Diesels don't care about the stoichiometric ratio. They always get cylinders full of air and then just enough fuel to keep the engine running at the governed speed whether it is controlled by a mechanical governor or computer. Instead of 14.7:1 a diesel may be running at 150:1 at idle, but this varies from engine design to engine design, will differ more between a direct injection and indirect injection engine.
Newer fuels are cleaner, leave fewer deposits.
But engines do like a more or less constant temperature. In general pistons are an aluminum alloy, blocks and heads are cast iron (for ag tractors), bearings are of differing alloys, etc. When you shut down the engine it begins to cool with the various parts cooling at different rates. Clearances change. When restarted it once again needs to warm so components are at their normal clearance but also realizing the engine is designed to have proper clearances at all working temperatures. So it would make sense to keep the engine at a constant operating temperature and not go through a number of heat/cool cycles.
Conversely even at idle and with an oil film between moving components operating time equals wear. Not much wear at idle but still wear.
Also if you intend to trade in your tractor you will get more money for a low hour machine.
In the real world having had hundreds of test machines operating mixed in customer fleets during a time span, often 2 years, prior to new product introduction I found that a typical large paving contractor will have a person start the engine of every machine in the fleet early in the day prior to all of the other crew members arriving on the job. The engines then run all day even if something in the chain of machines breaks down and everybody has to stop. Some operators do stop their engines, most don't.
After all this I don't believe there is a definitive answer. I know you can hear all kinds of expert opinions but having been involved with engine design and production from starting with a clean sheet of paper to analyzing the results after years of production the best answer I have is you can do whatever you want.
One extreme operation I still remember is a machine in one of my test fleets getting astounding fuel economy. I could tract all the machines in my test fleet from wherever in the world I happened to be and when I plotted daily hours and fuel used this particular machine stood out so I sent one of my guys to check the operation.

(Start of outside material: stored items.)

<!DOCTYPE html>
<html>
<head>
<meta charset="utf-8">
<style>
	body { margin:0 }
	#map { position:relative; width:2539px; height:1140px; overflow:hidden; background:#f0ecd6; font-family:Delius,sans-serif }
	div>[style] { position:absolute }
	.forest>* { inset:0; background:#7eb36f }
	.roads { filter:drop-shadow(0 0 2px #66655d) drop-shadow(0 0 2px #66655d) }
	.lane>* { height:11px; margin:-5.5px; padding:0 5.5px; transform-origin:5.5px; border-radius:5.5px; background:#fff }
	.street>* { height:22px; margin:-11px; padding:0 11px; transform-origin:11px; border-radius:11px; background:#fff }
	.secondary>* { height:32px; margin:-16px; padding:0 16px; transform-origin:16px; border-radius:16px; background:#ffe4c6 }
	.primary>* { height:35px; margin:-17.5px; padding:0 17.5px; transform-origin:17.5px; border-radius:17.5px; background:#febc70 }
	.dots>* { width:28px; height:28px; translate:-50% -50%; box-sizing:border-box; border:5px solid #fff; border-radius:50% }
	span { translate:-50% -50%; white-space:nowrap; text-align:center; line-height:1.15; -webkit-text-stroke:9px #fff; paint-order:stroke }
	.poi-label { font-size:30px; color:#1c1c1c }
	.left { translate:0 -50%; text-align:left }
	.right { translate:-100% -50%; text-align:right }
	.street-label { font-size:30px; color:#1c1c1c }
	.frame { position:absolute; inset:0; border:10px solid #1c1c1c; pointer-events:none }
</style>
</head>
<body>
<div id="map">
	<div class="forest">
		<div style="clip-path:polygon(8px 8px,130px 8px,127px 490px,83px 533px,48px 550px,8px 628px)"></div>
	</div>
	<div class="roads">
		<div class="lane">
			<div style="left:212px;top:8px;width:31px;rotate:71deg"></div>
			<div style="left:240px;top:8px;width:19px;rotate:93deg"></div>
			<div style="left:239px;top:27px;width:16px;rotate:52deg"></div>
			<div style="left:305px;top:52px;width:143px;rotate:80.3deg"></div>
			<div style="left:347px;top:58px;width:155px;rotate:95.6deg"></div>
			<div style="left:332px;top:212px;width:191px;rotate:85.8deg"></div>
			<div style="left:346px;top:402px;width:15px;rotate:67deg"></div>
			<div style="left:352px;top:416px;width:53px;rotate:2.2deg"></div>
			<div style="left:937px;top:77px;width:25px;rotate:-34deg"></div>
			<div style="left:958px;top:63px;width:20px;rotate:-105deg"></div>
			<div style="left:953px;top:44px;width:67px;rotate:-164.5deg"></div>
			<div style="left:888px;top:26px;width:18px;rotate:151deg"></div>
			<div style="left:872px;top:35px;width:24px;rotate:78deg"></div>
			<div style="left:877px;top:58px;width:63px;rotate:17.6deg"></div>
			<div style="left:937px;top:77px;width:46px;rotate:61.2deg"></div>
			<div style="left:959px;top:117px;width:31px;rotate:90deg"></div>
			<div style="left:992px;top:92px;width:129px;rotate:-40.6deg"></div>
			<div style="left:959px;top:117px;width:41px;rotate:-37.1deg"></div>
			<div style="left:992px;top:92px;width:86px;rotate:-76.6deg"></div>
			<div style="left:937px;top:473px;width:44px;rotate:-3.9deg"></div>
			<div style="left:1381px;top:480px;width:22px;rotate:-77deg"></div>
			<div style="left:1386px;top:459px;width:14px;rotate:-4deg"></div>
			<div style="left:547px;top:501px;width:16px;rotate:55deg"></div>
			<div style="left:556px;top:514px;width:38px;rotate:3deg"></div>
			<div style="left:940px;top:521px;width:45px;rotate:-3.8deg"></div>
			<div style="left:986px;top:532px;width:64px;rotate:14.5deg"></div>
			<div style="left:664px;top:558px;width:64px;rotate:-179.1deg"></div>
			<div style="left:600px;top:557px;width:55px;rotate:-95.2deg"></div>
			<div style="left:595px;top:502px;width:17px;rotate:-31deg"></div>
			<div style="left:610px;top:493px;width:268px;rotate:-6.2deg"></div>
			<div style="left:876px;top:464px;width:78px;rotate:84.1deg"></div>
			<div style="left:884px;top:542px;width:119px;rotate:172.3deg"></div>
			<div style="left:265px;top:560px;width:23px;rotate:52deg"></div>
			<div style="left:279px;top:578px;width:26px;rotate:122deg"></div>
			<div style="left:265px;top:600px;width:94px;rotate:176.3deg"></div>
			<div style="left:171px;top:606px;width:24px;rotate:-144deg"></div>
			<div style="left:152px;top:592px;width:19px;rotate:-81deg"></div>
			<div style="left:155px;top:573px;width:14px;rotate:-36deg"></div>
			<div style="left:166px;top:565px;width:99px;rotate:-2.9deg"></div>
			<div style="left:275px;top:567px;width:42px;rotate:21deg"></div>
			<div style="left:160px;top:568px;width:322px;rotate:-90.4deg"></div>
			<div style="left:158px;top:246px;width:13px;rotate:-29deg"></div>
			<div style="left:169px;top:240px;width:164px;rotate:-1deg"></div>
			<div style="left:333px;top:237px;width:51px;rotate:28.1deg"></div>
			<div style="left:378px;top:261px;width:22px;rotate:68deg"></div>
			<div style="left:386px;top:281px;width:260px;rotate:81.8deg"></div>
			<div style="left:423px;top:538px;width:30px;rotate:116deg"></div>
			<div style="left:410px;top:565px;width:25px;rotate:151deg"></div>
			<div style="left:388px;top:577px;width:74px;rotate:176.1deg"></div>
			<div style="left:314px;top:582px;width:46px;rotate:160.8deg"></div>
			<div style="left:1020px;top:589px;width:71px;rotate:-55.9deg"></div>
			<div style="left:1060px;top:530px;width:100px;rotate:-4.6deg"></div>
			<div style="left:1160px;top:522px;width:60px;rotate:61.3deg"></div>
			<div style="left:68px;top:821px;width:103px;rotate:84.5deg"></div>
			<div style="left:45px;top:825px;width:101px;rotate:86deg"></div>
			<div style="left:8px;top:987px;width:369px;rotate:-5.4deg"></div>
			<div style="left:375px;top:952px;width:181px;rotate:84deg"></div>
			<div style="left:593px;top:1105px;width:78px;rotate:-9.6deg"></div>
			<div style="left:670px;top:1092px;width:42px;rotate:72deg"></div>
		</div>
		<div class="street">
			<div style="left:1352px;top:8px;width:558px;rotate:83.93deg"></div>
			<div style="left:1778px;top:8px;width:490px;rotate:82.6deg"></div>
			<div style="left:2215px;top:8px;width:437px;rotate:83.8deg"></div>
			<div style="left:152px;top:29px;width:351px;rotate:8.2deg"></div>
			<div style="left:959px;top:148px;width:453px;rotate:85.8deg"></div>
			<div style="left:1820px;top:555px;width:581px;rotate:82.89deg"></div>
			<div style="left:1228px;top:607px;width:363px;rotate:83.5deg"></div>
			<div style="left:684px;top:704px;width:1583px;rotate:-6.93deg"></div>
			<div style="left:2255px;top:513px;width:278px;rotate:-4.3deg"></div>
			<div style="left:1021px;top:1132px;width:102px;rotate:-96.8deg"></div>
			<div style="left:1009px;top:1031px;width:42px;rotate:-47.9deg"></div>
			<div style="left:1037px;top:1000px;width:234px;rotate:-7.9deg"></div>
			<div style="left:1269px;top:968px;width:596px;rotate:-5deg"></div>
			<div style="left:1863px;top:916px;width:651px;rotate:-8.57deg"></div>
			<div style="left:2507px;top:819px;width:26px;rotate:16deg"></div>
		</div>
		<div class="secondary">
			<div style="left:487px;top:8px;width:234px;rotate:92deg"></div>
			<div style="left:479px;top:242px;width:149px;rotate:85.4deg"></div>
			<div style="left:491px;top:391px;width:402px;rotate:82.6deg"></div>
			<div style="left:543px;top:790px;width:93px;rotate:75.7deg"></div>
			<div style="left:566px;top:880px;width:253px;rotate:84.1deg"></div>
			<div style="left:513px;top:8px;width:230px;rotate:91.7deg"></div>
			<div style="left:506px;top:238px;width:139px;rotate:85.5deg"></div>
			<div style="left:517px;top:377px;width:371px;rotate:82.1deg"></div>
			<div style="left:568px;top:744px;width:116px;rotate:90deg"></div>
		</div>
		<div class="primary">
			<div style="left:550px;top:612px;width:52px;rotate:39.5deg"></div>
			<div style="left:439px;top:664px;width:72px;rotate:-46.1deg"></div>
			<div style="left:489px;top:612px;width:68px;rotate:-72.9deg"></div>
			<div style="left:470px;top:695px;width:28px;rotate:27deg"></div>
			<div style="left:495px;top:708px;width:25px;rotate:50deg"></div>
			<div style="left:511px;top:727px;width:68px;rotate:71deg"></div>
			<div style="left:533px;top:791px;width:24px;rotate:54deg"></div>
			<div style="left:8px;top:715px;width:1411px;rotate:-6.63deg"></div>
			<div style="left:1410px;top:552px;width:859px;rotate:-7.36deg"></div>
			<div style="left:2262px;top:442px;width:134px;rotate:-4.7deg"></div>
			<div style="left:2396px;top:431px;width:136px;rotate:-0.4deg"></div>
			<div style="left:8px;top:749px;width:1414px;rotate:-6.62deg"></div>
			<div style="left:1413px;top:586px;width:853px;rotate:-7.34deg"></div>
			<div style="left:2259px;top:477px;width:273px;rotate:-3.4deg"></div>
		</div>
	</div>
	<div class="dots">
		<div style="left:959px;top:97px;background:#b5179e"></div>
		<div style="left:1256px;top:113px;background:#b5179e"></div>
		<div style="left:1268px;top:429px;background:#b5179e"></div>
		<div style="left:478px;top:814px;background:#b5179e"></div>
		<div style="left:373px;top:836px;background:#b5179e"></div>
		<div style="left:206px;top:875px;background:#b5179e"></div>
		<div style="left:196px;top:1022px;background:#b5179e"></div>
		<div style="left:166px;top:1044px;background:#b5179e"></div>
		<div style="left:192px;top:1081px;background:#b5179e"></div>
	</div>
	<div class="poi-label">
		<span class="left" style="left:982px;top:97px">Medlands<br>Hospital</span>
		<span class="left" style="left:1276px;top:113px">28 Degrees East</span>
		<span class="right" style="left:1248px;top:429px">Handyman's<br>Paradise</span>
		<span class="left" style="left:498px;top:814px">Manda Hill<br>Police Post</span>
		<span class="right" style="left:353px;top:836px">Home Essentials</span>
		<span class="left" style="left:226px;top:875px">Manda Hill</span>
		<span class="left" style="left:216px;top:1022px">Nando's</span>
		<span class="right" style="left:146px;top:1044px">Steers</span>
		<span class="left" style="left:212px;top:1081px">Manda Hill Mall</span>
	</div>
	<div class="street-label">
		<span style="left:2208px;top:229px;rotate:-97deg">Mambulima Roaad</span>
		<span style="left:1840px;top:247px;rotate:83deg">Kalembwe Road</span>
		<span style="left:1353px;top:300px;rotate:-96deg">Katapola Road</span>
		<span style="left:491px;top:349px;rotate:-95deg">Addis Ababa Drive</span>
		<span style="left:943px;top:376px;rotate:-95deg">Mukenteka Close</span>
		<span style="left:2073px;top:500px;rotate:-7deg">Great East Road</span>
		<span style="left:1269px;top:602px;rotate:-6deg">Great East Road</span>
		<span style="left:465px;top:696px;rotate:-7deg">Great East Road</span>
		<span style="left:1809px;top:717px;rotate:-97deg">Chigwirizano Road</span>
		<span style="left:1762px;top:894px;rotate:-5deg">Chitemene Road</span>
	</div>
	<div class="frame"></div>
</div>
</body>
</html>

The contractor was short of operators so they had split operation of 2 machines, a dozer and a vibratory compactor, between one operator. He would start both machines at the beginning of the day, then use the dozer to move material, switch to the compactor to do its job, then back to the dozer never shutting an engine down during the day. Lots of idle time for both machines. When I sold my test machines I didn't get any more money for this one because of its easy life. I sold it based on the hour meter.